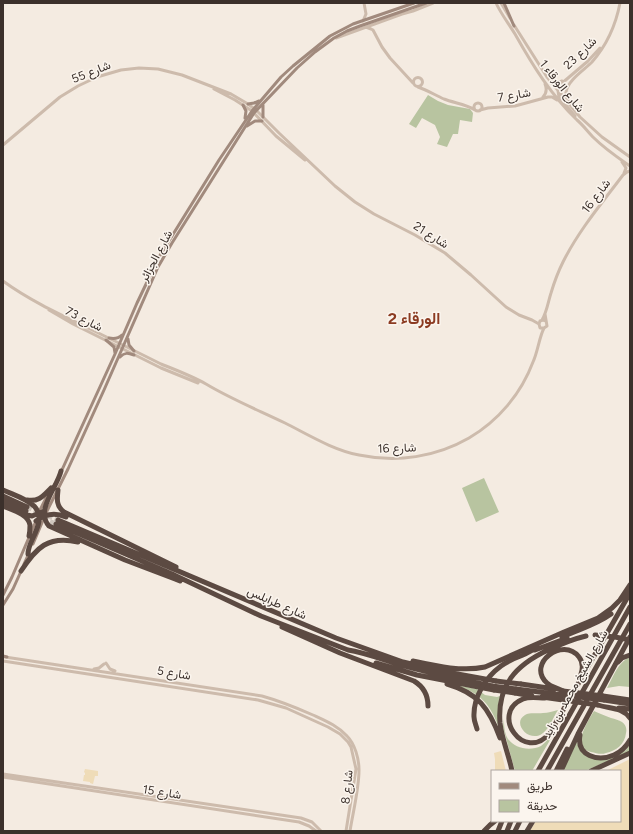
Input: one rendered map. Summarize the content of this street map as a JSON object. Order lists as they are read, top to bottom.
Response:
{
  "streets": {
    "highway": ["شارع طرابلس", "شارع الشيخ محمد بن زايد"],
    "main road": ["شارع الجزائر"],
    "street": [
      "شارع 23",
      "شارع 55",
      "شارع الورقاء 1",
      "شارع 7",
      "شارع 16",
      "شارع 21",
      "شارع 73",
      "شارع 5",
      "شارع 8",
      "شارع 15"
    ]
  },
  "crossings": [
    ["شارع 23", "شارع الورقاء 1"],
    ["شارع 55", "شارع 21"],
    ["شارع 55", "شارع الجزائر"],
    ["شارع الورقاء 1", "شارع 7"],
    ["شارع الورقاء 1", "شارع 16"],
    ["شارع 16", "شارع 21"],
    ["شارع 16", "شارع الجزائر"],
    ["شارع 16", "شارع 73"],
    ["شارع 21", "شارع الجزائر"],
    ["شارع الجزائر", "شارع 73"],
    ["شارع 5", "شارع 8"]
  ],
  "districts": ["الورقاء 2"],
  "legend": ["طريق", "حديقة"]
}
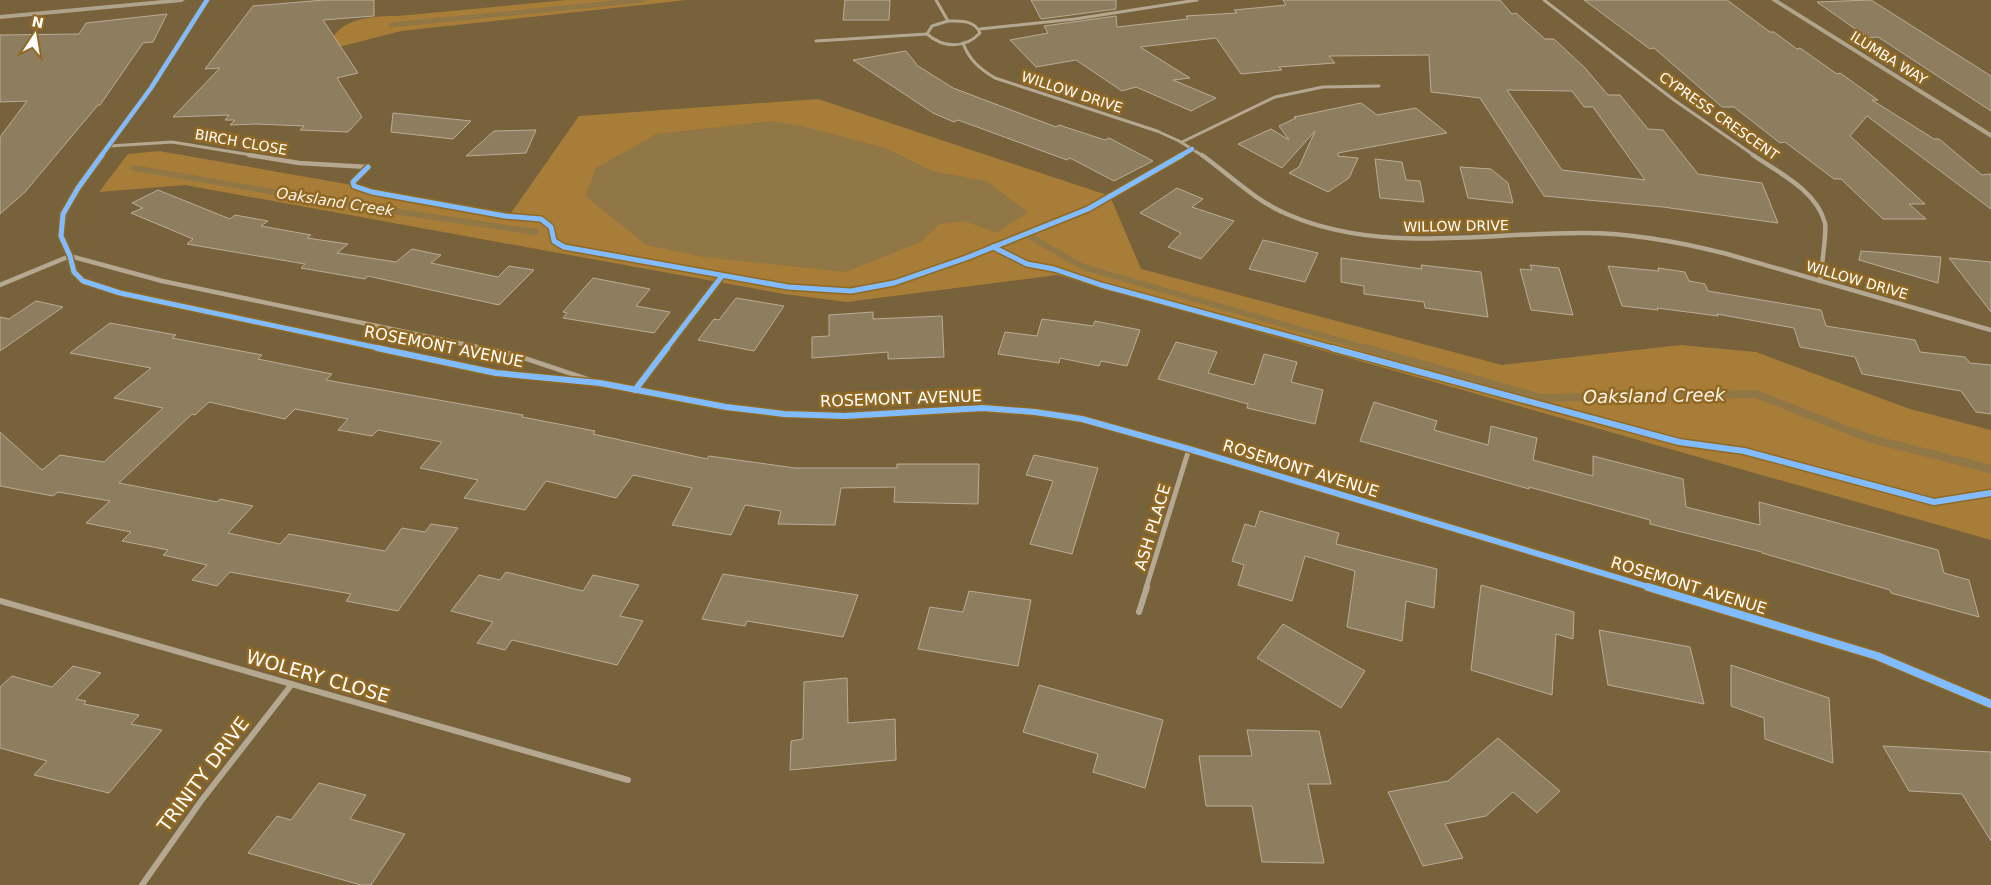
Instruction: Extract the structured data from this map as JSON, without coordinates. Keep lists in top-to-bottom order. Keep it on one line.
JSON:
{"streets":{"street":["ILUMBA WAY","WILLOW DRIVE","CYPRESS CRESCENT","BIRCH CLOSE","ROSEMONT AVENUE","ASH PLACE","WOLERY CLOSE","TRINITY DRIVE"]},"crossings":[["WILLOW DRIVE","CYPRESS CRESCENT"],["BIRCH CLOSE","ROSEMONT AVENUE"],["ROSEMONT AVENUE","ASH PLACE"],["WOLERY CLOSE","TRINITY DRIVE"]],"water":["Oaksland Creek"],"north":"top"}
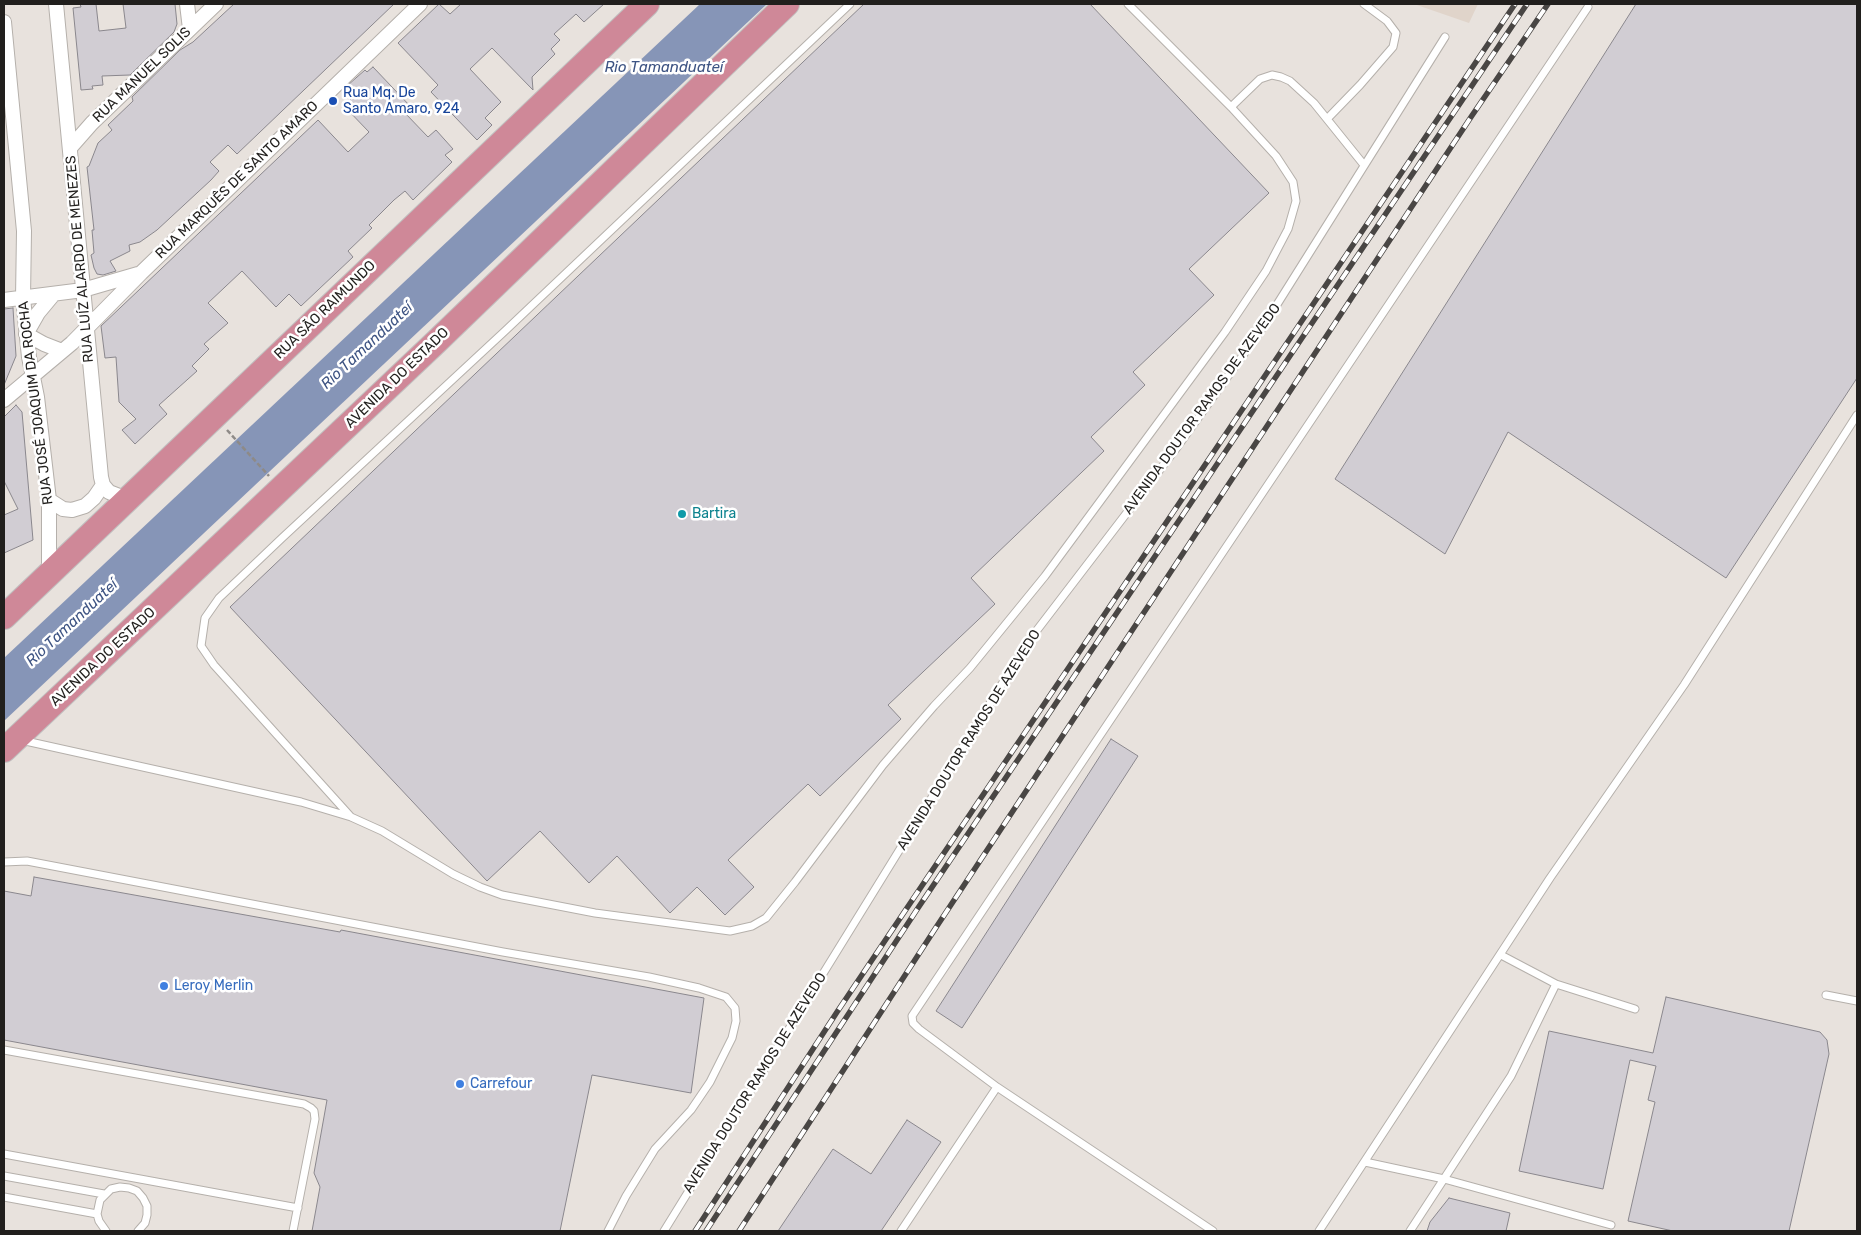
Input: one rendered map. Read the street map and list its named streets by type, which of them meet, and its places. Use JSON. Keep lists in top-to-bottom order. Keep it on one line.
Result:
{"streets":{"highway":["RUA SÃO RAIMUNDO","AVENIDA DO ESTADO"],"street":["RUA MANUEL SOLIS","RUA MARQUÊS DE SANTO AMARO","RUA LUÍZ ALARDO DE MENEZES","RUA JOSÉ JOAQUIM DA ROCHA"],"lane":["AVENIDA DOUTOR RAMOS DE AZEVEDO"]},"crossings":[["RUA MANUEL SOLIS","RUA LUÍZ ALARDO DE MENEZES"],["RUA MARQUÊS DE SANTO AMARO","RUA LUÍZ ALARDO DE MENEZES"],["RUA MARQUÊS DE SANTO AMARO","RUA JOSÉ JOAQUIM DA ROCHA"],["RUA SÃO RAIMUNDO","RUA JOSÉ JOAQUIM DA ROCHA"]],"water":["Rio Tamanduateí"],"places":["Rua Mq. De Santo Amaro, 924","Bartira","Leroy Merlin","Carrefour"]}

THE PROBLEM :: Of all the lines in the data above, show only those that hold the word "bottom".

FINISHED EXERCISE ::
Input: one rendered map. Summarize the content of this street map as a JSON object. Order lists as they are read, top to bottom.
Instruction: Extract the structured data from this map as JSON, without coordinates. Keep lists in top-to-bottom order. Keep it on one line.
Input: one rendered map. Read the street map and list its named streets by type, which of them meet, and its places. Use JSON. Keep lists in top-to-bottom order. Keep it on one line.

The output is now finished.